The bivariate analysis showed no statistically significant correlation of mortality with age group as observed in other studies.
SAPS showed no statistical significance in our study unlike in another study[5,6] but similar to study done in Greek ICU by Katsaragakis et al.[7] SOFA score model predicted mortality rate better than SAP scoring system in our ICU. The reason could probably be the consideration of presence or absence of mechanical ventilation, ionotropic support, and disease-specific subgroup analysis.
Few other studies combined SOFA score with APACHE II score to predict hospital mortality of critically ill medical and surgical patients and showed that combining both scores improved mortality prediction.[8,9] Minne et al. in 2008 evaluated SOFA-based models for predicting mortality in ICU which suggested that SOFA-based models were comparable with APACHE II/III and were competitive with SAPS II in mortality prediction in medical/surgical ICU and another study proved APACHE II and SAPS as prognostic models in surgical ICU.[10,11] Yet, another study compared APACHE III with initial SOFA score to predict ICU mortality and showed initial SOFA score is comparable to APACHE III score for mortality prediction in ICU.[12]
A study on SOFA score as prognostic marker in critically ill patients proved SOFA in ICU at presentation and at 48 h as a good indicator of prognosis[13] which was similar to a study in Nepal by Acharya et al.[14]
There are no studies in India comparing SAPS with less known initial SOFA score in ICU, to analyze MOD in infectious diseases and to predict mortality. We moved a step further by even including only nonsurgical cases, a set of infectious diseases in ICU. This study showed initial SOFA score superior to SAPS not only as a mortality predictor but also as an indicator of MOD in infectious diseases in our ICU. We even derived the significance of each organ dysfunction based on initial SOFA score as a mortality predictor. Most common diseases causing MOD in our ICU were identified. We found that many cases were undiagnosed febrile illness without an etiology and SOFA score is an indicator of MOD and mortality in such cases.
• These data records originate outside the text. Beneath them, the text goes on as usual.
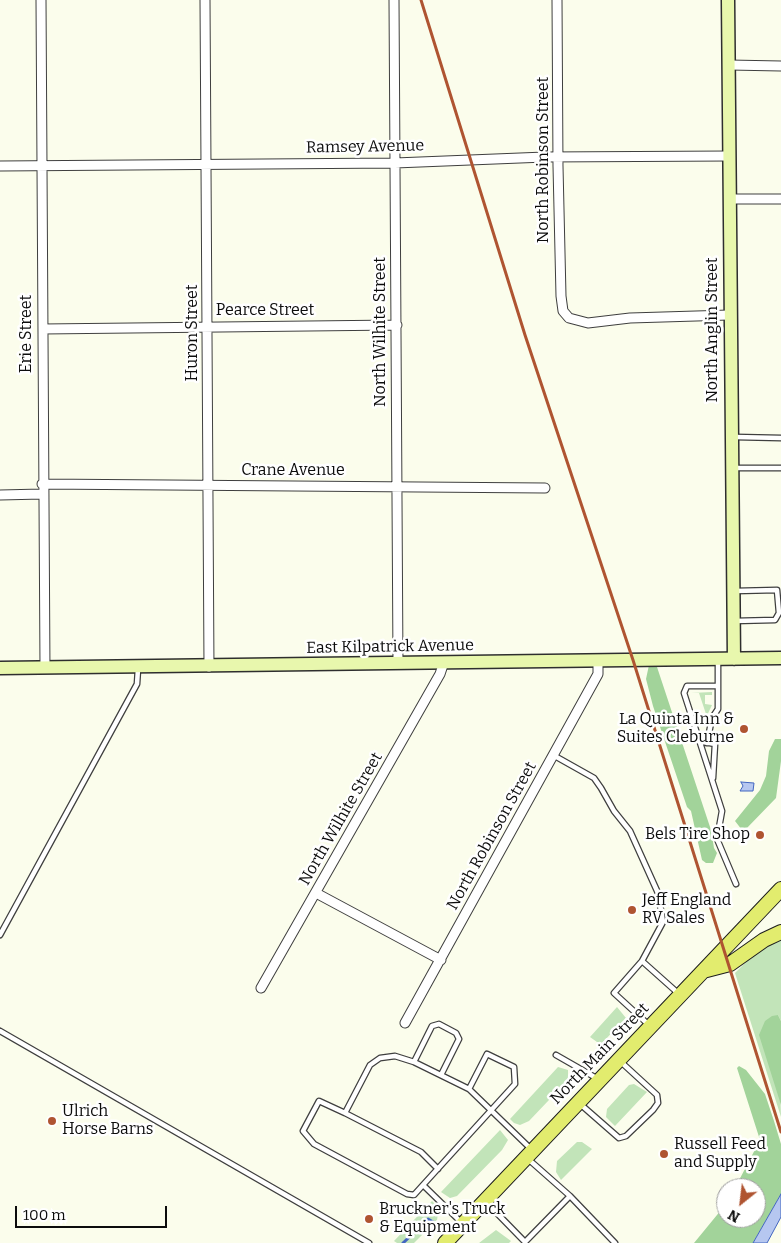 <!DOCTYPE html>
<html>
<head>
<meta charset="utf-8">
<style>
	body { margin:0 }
	#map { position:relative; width:781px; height:1243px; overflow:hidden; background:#fbfdec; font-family:Bitter,serif }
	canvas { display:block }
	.north { position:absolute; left:716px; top:1178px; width:50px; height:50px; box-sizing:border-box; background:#fff; border:1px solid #9e9e9e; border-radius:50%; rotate:209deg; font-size:14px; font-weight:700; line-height:20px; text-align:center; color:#0c0c0c }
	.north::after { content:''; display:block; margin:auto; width:18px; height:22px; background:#af5431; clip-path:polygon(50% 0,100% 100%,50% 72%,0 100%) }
	.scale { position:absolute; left:15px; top:1206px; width:152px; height:22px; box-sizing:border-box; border:2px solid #0c0c0c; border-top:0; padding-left:6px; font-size:15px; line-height:18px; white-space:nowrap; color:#0c0c0c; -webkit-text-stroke:4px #fff; paint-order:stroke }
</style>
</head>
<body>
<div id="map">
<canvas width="781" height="1243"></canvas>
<div class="north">N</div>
<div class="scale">100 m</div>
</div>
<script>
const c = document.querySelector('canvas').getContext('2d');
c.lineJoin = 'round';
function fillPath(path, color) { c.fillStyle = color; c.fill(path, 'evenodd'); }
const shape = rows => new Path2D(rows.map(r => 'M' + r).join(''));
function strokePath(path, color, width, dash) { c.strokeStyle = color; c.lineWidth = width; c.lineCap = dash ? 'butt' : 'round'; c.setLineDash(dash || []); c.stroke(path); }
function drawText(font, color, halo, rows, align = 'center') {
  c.font = font + ' Bitter,serif'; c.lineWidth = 5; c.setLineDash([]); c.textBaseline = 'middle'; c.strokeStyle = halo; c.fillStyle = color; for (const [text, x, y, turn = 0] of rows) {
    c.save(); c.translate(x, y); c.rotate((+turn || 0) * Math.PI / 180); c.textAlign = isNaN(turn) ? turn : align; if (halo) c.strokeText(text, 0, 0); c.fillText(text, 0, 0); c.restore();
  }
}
fillPath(shape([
	[712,692,712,695,705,695,705,704,712,705,702,726,698,717,706,714,699,693,691,693],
	[776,940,781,940,781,1021,778,1015,781,1117,735,973,757,951],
	[617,1007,626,1018,602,1043,597,1042,590,1037],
	[558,1067,568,1070,568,1080,529,1121,520,1125,514,1123,510,1119],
	[634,1084,647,1092,615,1126,606,1117,607,1109,629,1085],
	[500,1130,508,1140,502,1150,457,1196,450,1198,441,1192],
	[577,1142,582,1142,592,1149,561,1180,556,1172,557,1161],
	[432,1201,439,1208,437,1220,414,1243,397,1243,394,1241],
	[496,1230,511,1241,509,1243,479,1243]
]), '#c2e4b9');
fillPath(shape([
	[649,665,657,667,711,830,714,848,717,853,713,863,706,863,702,860,691,811,687,807,653,706,646,679],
	[775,739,781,739,781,761,776,798,746,829,742,830,735,821,760,790,766,776,769,751],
	[778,1015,781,1021,781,1105,759,1035,765,1021,772,1016],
	[739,1066,746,1070,765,1094,774,1121,781,1144,781,1194,753,1243,694,1243,726,1204,726,1218,756,1218,756,1188,735,1188,760,1140,737,1068]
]), '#a2d39a');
const water = shape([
	[741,782,754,783,753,791,740,791,743,786,741,782],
	[781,1194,781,1217,767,1243,753,1243,781,1194]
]);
fillPath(water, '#b6c7f0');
strokePath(water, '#4366c0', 1);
strokePath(shape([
	[403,1243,428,1219,433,1222]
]), '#4366c0', 3);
const lane = shape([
	[735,437,781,438],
	[735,468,781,468],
	[734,621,775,620,779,613,777,590,735,591],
	[718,661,718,686,687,686,684,693,722,811,717,839,736,884],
	[699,741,715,744,713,778],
	[707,743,712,718,718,709,718,686],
	[553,755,594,778,601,788,614,811,630,831,658,893,663,922,642,961,614,993,650,1026],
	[0,935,137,684,138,669],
	[642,961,679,994],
	[0,1031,369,1243],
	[556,1055,598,1079],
	[414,1062,395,1056,380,1058,370,1065,345,1113,319,1101,303,1131,314,1144,407,1194,414,1195,423,1185],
	[441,1075,459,1039,456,1033,439,1024,432,1026,414,1062,469,1089,487,1054,514,1067,515,1084,423,1185,462,1223],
	[469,1089,531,1149],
	[579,1103,619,1138,626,1136,653,1110,658,1103,657,1095,621,1062],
	[345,1113,421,1152,438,1169],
	[527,1158,570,1196,615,1243],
	[487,1203,525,1242],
	[525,1242,570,1196]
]);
const street = shape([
	[41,0,45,668],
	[205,0,209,667],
	[394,0,398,663],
	[557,0,558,166,561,296,563,311,569,318,588,323,630,318,729,315],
	[729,65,781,66],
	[0,166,395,163,545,157,729,156],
	[729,199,781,199],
	[43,329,397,325],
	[42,484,545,488],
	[0,495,42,494],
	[316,893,441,960],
	[261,988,440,674,444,662],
	[405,1023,598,674,598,661]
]);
const secondary = shape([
	[728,0,734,659],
	[0,668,781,658]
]);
const primary = shape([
	[703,971,730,964,764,940,781,932],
	[445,1243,781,889]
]);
strokePath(lane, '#3f3f3f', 7);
strokePath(street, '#3f3f3f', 11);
strokePath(secondary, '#2e2e2e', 15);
strokePath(primary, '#1d1d1d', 16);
strokePath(lane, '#fff', 4.5);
strokePath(street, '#fff', 9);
strokePath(secondary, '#e8f7ad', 12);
strokePath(primary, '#e2ec6e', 14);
strokePath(shape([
	[421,0,525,335,633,660,781,1132]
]), '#af5431', 3);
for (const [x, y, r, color] of [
	[744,729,5,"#af5431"],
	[760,835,5,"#af5431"],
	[632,910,5,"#af5431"],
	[52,1121,5,"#af5431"],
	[664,1154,5,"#af5431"],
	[369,1219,5,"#af5431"]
]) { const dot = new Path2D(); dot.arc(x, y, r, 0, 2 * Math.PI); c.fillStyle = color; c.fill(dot); strokePath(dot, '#fff', 2); }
drawText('16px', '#0c0c0c', '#fff', [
	["Ramsey Avenue",365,147,-1],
	["North Robinson Street",544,160,-90],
	["Pearce Street",265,311],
	["North Anglin Street",713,330,-90],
	["North Wilhite Street",381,332,-90],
	["Huron Street",193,333,-90],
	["Erie Street",27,334,-90],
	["Crane Avenue",293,471],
	["East Kilpatrick Avenue",390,647,-1],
	["North Wilhite Street",341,819,-60],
	["North Robinson Street",492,836,-61],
	["North Main Street",600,1054,-46]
]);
drawText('16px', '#0c0c0c', '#fff', [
	["La Quinta Inn &",734,720,"right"],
	["Suites Cleburne",734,738,"right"],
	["Bels Tire Shop",750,835,"right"],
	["Jeff England",642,901],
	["RV Sales",642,919],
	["Ulrich",62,1112],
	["Horse Barns",62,1130],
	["Russell Feed",674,1145],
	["and Supply",674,1163],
	["Bruckner's Truck",379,1210],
	["& Equipment",379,1228]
], 'left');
</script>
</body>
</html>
In such situations, it helps physicians to prioritize patients with regard to use of organ support and to modify therapeutic interventions.
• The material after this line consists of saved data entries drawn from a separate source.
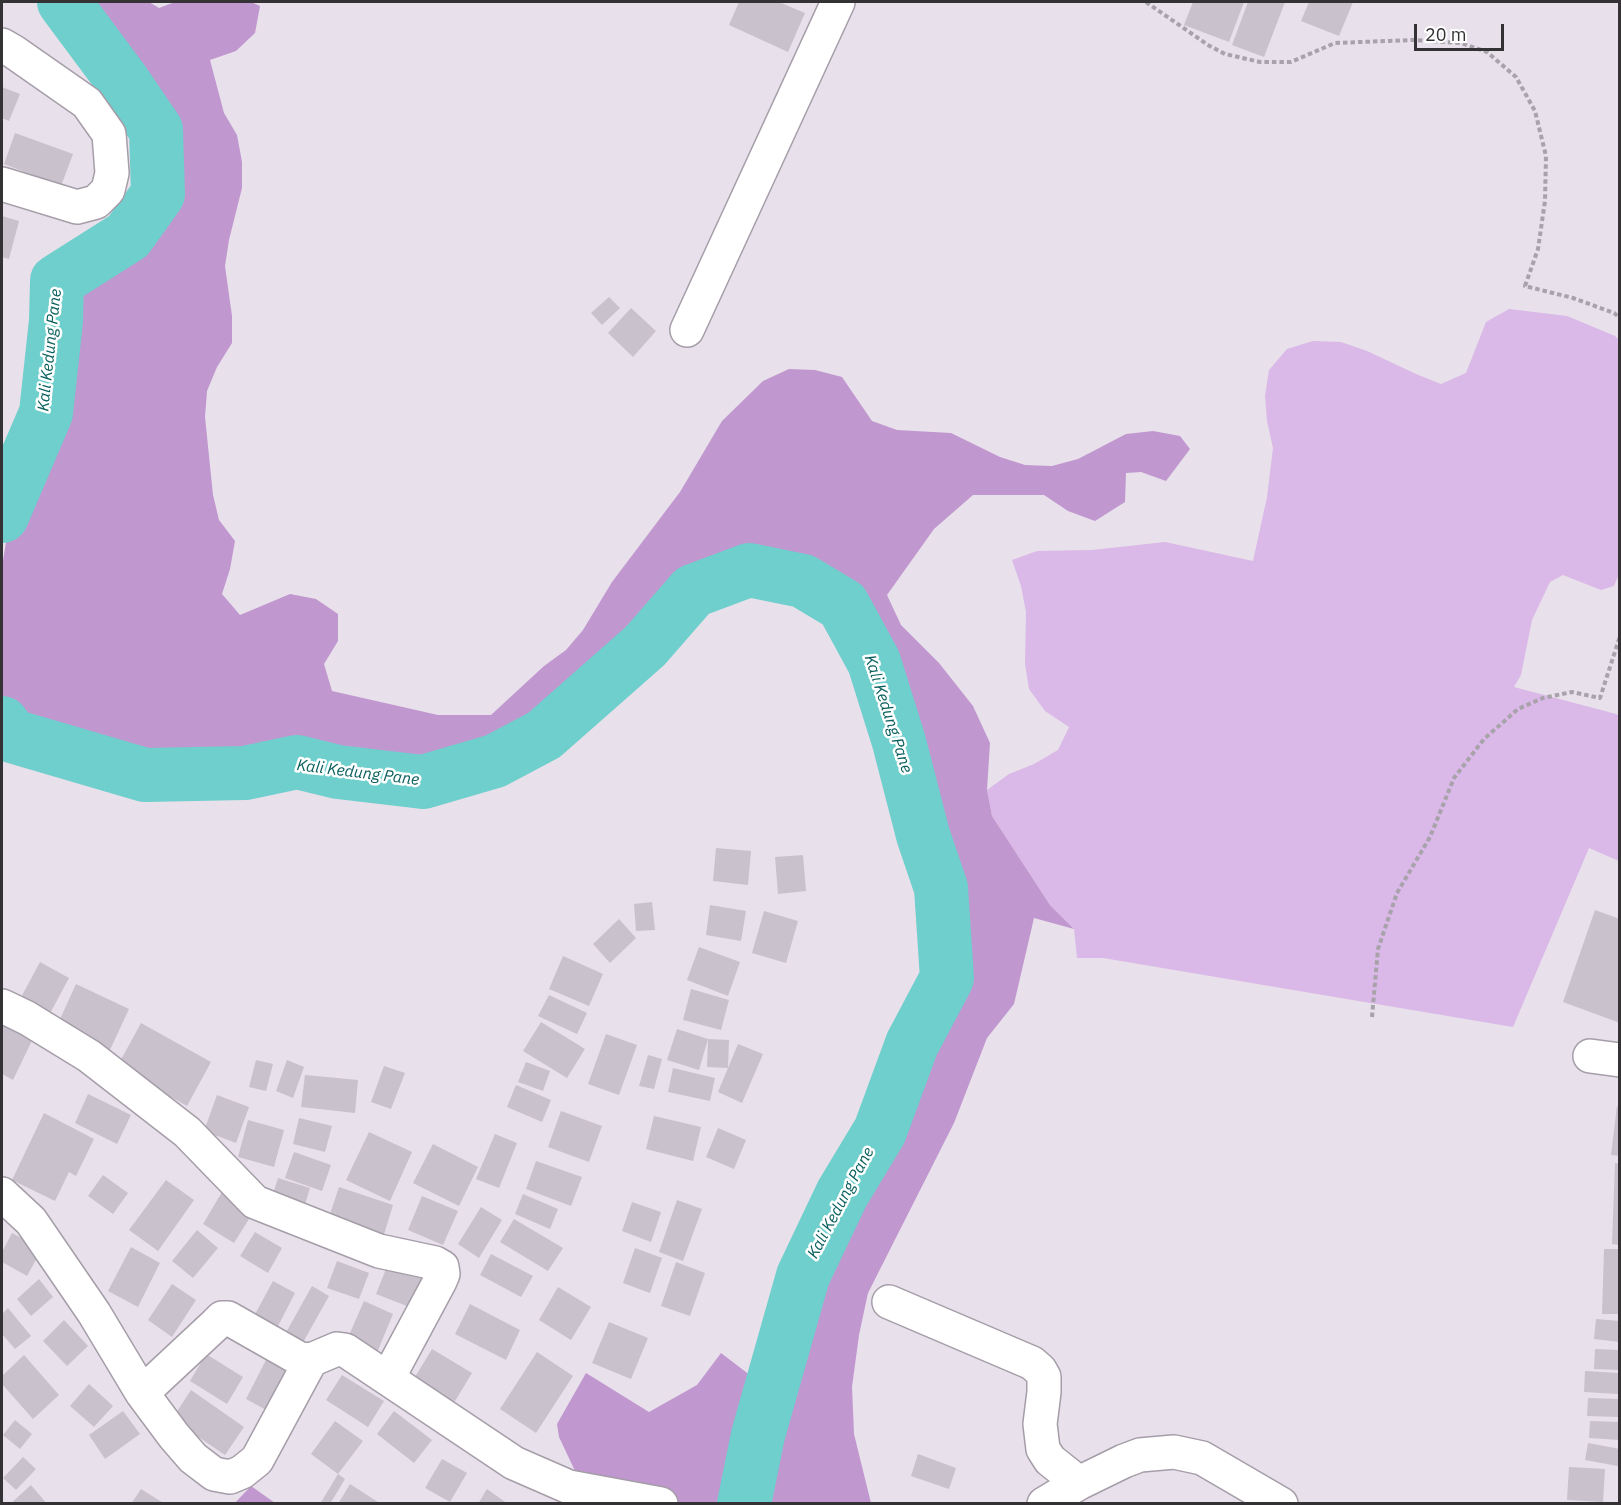 <!DOCTYPE html>
<html>
<head>
<meta charset="utf-8">
<style>
  body { margin:0 }
  #map { position:relative; width:1621px; height:1505px; overflow:hidden; background:#e8e0eb; font-family:"IBM Plex Sans",sans-serif }
  canvas { display:block }
  .frame { position:absolute; inset:0; border:3px solid #353236; pointer-events:none }
  .scale { position:absolute; left:1414px; top:24px; width:90px; height:27px; box-sizing:border-box; border:3px solid #353236; border-top:0; padding-left:8px; font-size:18px; line-height:21px; white-space:nowrap; color:#353236; -webkit-text-stroke:4px #fff; paint-order:stroke }
</style>
</head>
<body>
<div id="map">
<canvas width="1621" height="1505"></canvas>
<div class="frame"></div>
<div class="scale">20 m</div>
</div>
<script>
const g = document.querySelector('canvas').getContext('2d');
g.lineJoin = 'round';
function fill(path, color) {
  g.fillStyle = color;
  g.fill(path, 'evenodd');
}
function shape(rows) {
  const path = new Path2D();
  for (const r of rows) {
    path.moveTo(r[0], r[1]);
    for (let i = 2; i < r.length; i += 2) path.lineTo(r[i], r[i + 1]);
  }
  return path;
}
function trace(path, color, width, dash) {
  g.strokeStyle = color;
  g.lineWidth = width;
  g.lineCap = dash ? 'butt' : 'round';
  g.setLineDash(dash || []);
  g.stroke(path);
}
function write(font, color, halo, rows, align = 'center') {
  g.font = font + ' "IBM Plex Sans",sans-serif';
  g.lineWidth = 5;
  g.setLineDash([]);
  g.textBaseline = 'middle';
  g.strokeStyle = halo;
  g.fillStyle = color;
  for (const [text, x, y, turn = 0] of rows) {
    g.save();
    g.translate(x, y);
    g.rotate((+turn || 0) * Math.PI / 180);
    g.textAlign = isNaN(turn) ? turn : align;
    if (halo) g.strokeText(text, 0, 0);
    g.fillText(text, 0, 0);
    g.restore();
  }
}
const green = shape([
  [1509,309,1567,316,1615,336,1619,340,1619,574,1614,586,1601,590,1563,575,1550,582,1532,620,1521,675,1514,687,1616,714,1619,716,1619,861,1589,848,1513,1027,1103,958,1077,958,1074,929,1050,905,992,816,987,790,1009,774,1034,764,1058,750,1069,727,1045,711,1029,689,1025,664,1026,612,1021,586,1012,560,1037,551,1092,550,1165,542,1253,561,1267,497,1273,448,1267,421,1265,396,1269,370,1287,349,1313,341,1341,342,1367,351,1416,374,1441,384,1466,373,1486,322]
]);
const forest = shape([
  [79,2,149,2,159,8,175,2,251,2,260,6,255,33,236,51,210,60,224,113,237,135,242,162,242,188,229,240,225,266,232,316,232,343,217,367,207,391,205,417,213,495,219,520,235,541,230,569,222,594,240,615,290,594,316,599,338,614,338,641,324,664,332,691,438,715,491,715,544,666,566,650,583,630,612,582,680,492,722,421,763,381,789,369,815,370,842,377,872,421,897,430,951,433,1000,457,1025,465,1052,466,1078,459,1126,434,1153,431,1180,436,1190,449,1166,481,1141,472,1126,473,1125,502,1095,521,1068,511,1044,495,973,495,934,529,887,595,901,625,939,663,973,706,990,743,987,790,992,816,1050,905,1074,929,1034,918,1014,1004,987,1038,954,1123,868,1293,859,1335,852,1387,854,1434,871,1503,755,1503,769,1438,813,1280,853,1199,890,1136,922,1049,958,981,952,885,934,832,909,739,885,658,851,596,807,570,748,558,687,582,637,638,538,726,490,751,423,771,340,761,297,750,244,762,147,764,18,727,2,704,2,567,8,530,57,416,67,322,68,287,135,244,170,198,167,126],
  [721,1353,755,1379,732,1503,579,1503,576,1473,559,1437,557,1424,586,1373,649,1412,697,1385],
  [251,1486,275,1503,234,1504]
]);
const river = shape([
  [2,516,46,413,56,321,57,281,128,236,158,194,156,130,122,80,64,2],
  [2,723,12,736,145,775,245,773,297,762,338,772,423,782,495,761,544,735,645,646,693,591,749,570,803,581,843,605,874,662,899,742,923,835,941,888,947,978,912,1044,880,1131,842,1194,803,1276,758,1435,744,1504]
]);
const building = shape([
  [739,2,779,2,805,13,788,52,729,25],
  [1193,2,1244,2,1229,42,1184,25],
  [1248,2,1285,2,1264,57,1232,45],
  [1309,2,1353,2,1339,36,1301,21],
  [2,87,20,94,9,121,2,118],
  [15,133,73,154,61,186,4,164],
  [2,216,19,221,9,259,2,257],
  [609,297,620,308,602,325,591,313],
  [631,308,656,331,633,357,608,333],
  [716,848,751,851,748,885,713,881],
  [803,855,806,891,778,894,775,857],
  [652,902,655,930,636,931,634,904],
  [710,905,746,911,741,941,706,935],
  [1595,910,1620,919,1620,1023,1563,1002],
  [764,911,798,921,786,963,752,953],
  [619,919,636,938,610,963,593,944],
  [699,947,740,962,728,996,687,980],
  [563,956,603,974,589,1006,549,989],
  [40,962,69,978,47,1019,18,1003],
  [76,984,129,1009,109,1052,56,1028],
  [691,989,729,1000,721,1030,683,1020],
  [549,995,587,1013,577,1034,538,1016],
  [8,1014,38,1028,13,1080,2,1074,2,1028],
  [541,1022,585,1049,567,1078,523,1051],
  [141,1023,211,1062,187,1106,117,1067],
  [677,1029,708,1039,729,1040,728,1068,707,1067,708,1039,699,1070,667,1060],
  [606,1034,637,1045,619,1095,588,1084],
  [738,1044,763,1054,742,1103,718,1092],
  [648,1055,662,1059,654,1089,639,1086],
  [256,1060,273,1064,266,1091,249,1087],
  [287,1060,304,1067,293,1098,276,1091],
  [526,1062,550,1071,543,1091,518,1082],
  [384,1066,405,1073,391,1109,371,1102],
  [673,1068,715,1078,710,1101,668,1092],
  [305,1075,358,1080,355,1113,301,1107],
  [516,1085,551,1100,542,1122,507,1107],
  [88,1094,131,1115,117,1144,75,1123],
  [217,1095,249,1107,236,1143,204,1131],
  [1617,1106,1620,1107,1620,1156,1611,1155],
  [561,1111,602,1126,589,1162,548,1147],
  [44,1113,94,1139,76,1176,69,1172,55,1201,12,1180],
  [654,1116,701,1127,693,1161,646,1149],
  [299,1118,332,1126,325,1152,293,1144],
  [248,1120,284,1130,274,1167,238,1157],
  [718,1128,746,1140,734,1169,706,1157],
  [369,1132,412,1152,390,1201,346,1180],
  [495,1134,517,1143,499,1188,476,1179],
  [433,1144,478,1167,459,1206,413,1183],
  [294,1152,331,1165,322,1191,285,1178],
  [536,1161,582,1177,571,1206,526,1189],
  [1615,1163,1620,1164,1620,1245,1612,1244],
  [103,1175,128,1193,113,1214,88,1196],
  [278,1178,310,1188,303,1211,271,1200],
  [166,1180,194,1200,158,1251,129,1230],
  [339,1187,393,1205,382,1241,327,1223],
  [222,1192,254,1211,234,1243,203,1224],
  [523,1194,558,1209,550,1229,515,1214],
  [422,1196,458,1211,443,1245,408,1230],
  [677,1200,702,1209,683,1261,659,1252],
  [632,1202,661,1212,651,1242,622,1231],
  [481,1207,502,1220,479,1258,458,1244],
  [514,1219,563,1248,548,1271,500,1242],
  [197,1230,218,1248,193,1278,172,1261],
  [255,1232,282,1248,268,1273,240,1256],
  [12,1233,42,1249,27,1276,2,1262,2,1252],
  [131,1247,160,1263,138,1307,108,1291],
  [635,1248,662,1258,650,1293,623,1283],
  [1604,1249,1620,1249,1620,1314,1602,1314],
  [491,1254,533,1276,521,1297,480,1275],
  [337,1261,369,1273,359,1299,327,1288],
  [676,1262,705,1273,690,1316,661,1306],
  [388,1264,424,1278,412,1308,376,1294],
  [39,1279,53,1297,31,1316,17,1299],
  [273,1281,295,1293,276,1330,253,1318],
  [172,1284,196,1300,172,1337,148,1320],
  [312,1286,329,1296,301,1346,284,1336],
  [558,1287,591,1307,571,1340,539,1320],
  [364,1301,393,1314,376,1355,346,1342],
  [470,1304,520,1330,506,1360,455,1334],
  [8,1308,31,1336,15,1349,2,1334,2,1314],
  [1596,1319,1620,1321,1620,1342,1594,1339],
  [64,1320,88,1346,67,1366,43,1341],
  [609,1322,648,1338,631,1379,592,1363],
  [432,1349,472,1373,452,1406,412,1382],
  [1595,1349,1620,1350,1620,1370,1594,1369],
  [537,1352,573,1376,536,1433,500,1409],
  [206,1354,243,1377,227,1404,190,1381],
  [24,1355,59,1395,33,1419,2,1384,2,1376],
  [268,1356,291,1368,270,1412,246,1399],
  [1585,1371,1619,1373,1618,1394,1584,1392],
  [342,1375,384,1401,368,1427,326,1400],
  [89,1384,113,1406,94,1427,70,1406],
  [191,1390,244,1427,225,1455,172,1419],
  [1588,1398,1619,1399,1618,1417,1587,1416],
  [123,1411,140,1434,105,1459,89,1435],
  [394,1411,432,1440,414,1463,377,1434],
  [15,1420,32,1434,20,1449,3,1435],
  [335,1421,363,1441,338,1474,311,1454],
  [1590,1421,1620,1422,1620,1440,1589,1438],
  [1588,1443,1620,1449,1618,1466,1585,1460],
  [918,1454,956,1468,949,1489,911,1476],
  [23,1457,36,1469,16,1490,3,1478],
  [442,1459,467,1473,450,1502,425,1488],
  [1569,1467,1605,1469,1603,1502,1567,1500],
  [338,1474,345,1479,330,1504,320,1504],
  [350,1484,381,1504,338,1504],
  [31,1485,47,1504,10,1504],
  [141,1489,165,1504,131,1504],
  [487,1489,508,1504,478,1504]
]);
const path = shape([
  [1146,2,1208,45,1225,54,1260,62,1291,62,1335,43,1413,40,1461,43,1487,52,1516,77,1535,111,1546,156,1545,201,1538,249,1525,286,1573,298,1614,313,1620,318],
  [1372,1017,1378,949,1397,893,1430,837,1454,778,1484,739,1518,709,1543,698,1572,692,1600,698,1620,636]
]);
const minor = shape([
  [2,45,14,52,87,103,109,134,112,173,108,190,96,202,77,207,2,184],
  [687,330,838,2],
  [2,1006,27,1018,89,1056,187,1132,255,1202,379,1251,435,1263,442,1267,443,1274,440,1281,388,1378],
  [1590,1056,1620,1060],
  [2,1194,31,1221,94,1313,142,1393,174,1436,193,1458,214,1474,230,1477,242,1472,257,1460,311,1360],
  [889,1302,1032,1363,1040,1370,1044,1377,1044,1392,1040,1424,1043,1449,1050,1460,1079,1483],
  [142,1393,216,1324,222,1318,228,1318,300,1359,311,1360,337,1349,345,1350,514,1463,569,1487,661,1504],
  [1044,1504,1079,1483,1124,1461,1140,1455,1174,1452,1202,1458,1281,1504]
]);
const waterNames = [
  ["Kali Kedung Pane",50,350,-84],
  ["Kali Kedung Pane",888,714,72],
  ["Kali Kedung Pane",358,773,7],
  ["Kali Kedung Pane",841,1203,-62]
];
fill(green, '#dab8e7');
fill(forest, '#c097cf');
trace(river, '#6ecfcc', 54);
fill(building, '#c9c1cc');
trace(minor, '#a59da8', 36);
trace(path, '#a8a2aa', 4, [4.5, 3]);
trace(minor, '#fff', 33);
write('italic 16px', '#0a605e', '#fff', waterNames);
</script>
</body>
</html>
More studies in multiple centers involving larger patient population are needed to validate both the scoring systems in developing countries like ours and separate scoring systems that factor in the pitfalls in resource-limited environment need to be developed for good predictability.
Conclusion
Mortality of patients was significantly high when initial SOFA score ≥11 and SAPS ≥51. Discrimination was fair for both models, but initial SOFA score was superior to SAPS. Initial SOFA score is a superior mortality predictor in infectious diseases in ICU. It helps physicians to prioritize patients with regard to use of organ support. Initial SOFA score is both sensitive and specific, hence, can be used as a better screening tool to analyze organ dysfunction. Initial SOFA score easily measures the degree of organ dysfunction in Infectious diseases, thereby helps physicians to modify therapeutic interventions. It will complement other scoring systems. SOFA score if measured daily monitors progression of the disease, which is more informative and improves accuracy. Large multicentric studies with large number of patients are needed to prove the same.
Financial support and sponsorship
Nil.
Conflicts of interest
There are no conflicts of interest
Acknowledgment
We would like to acknowledge the support of Dr. Sudhesh Rao (Chief Intensivist, Department of Critical Care) and Dr. Sreekanth (Statistician) to complete this study.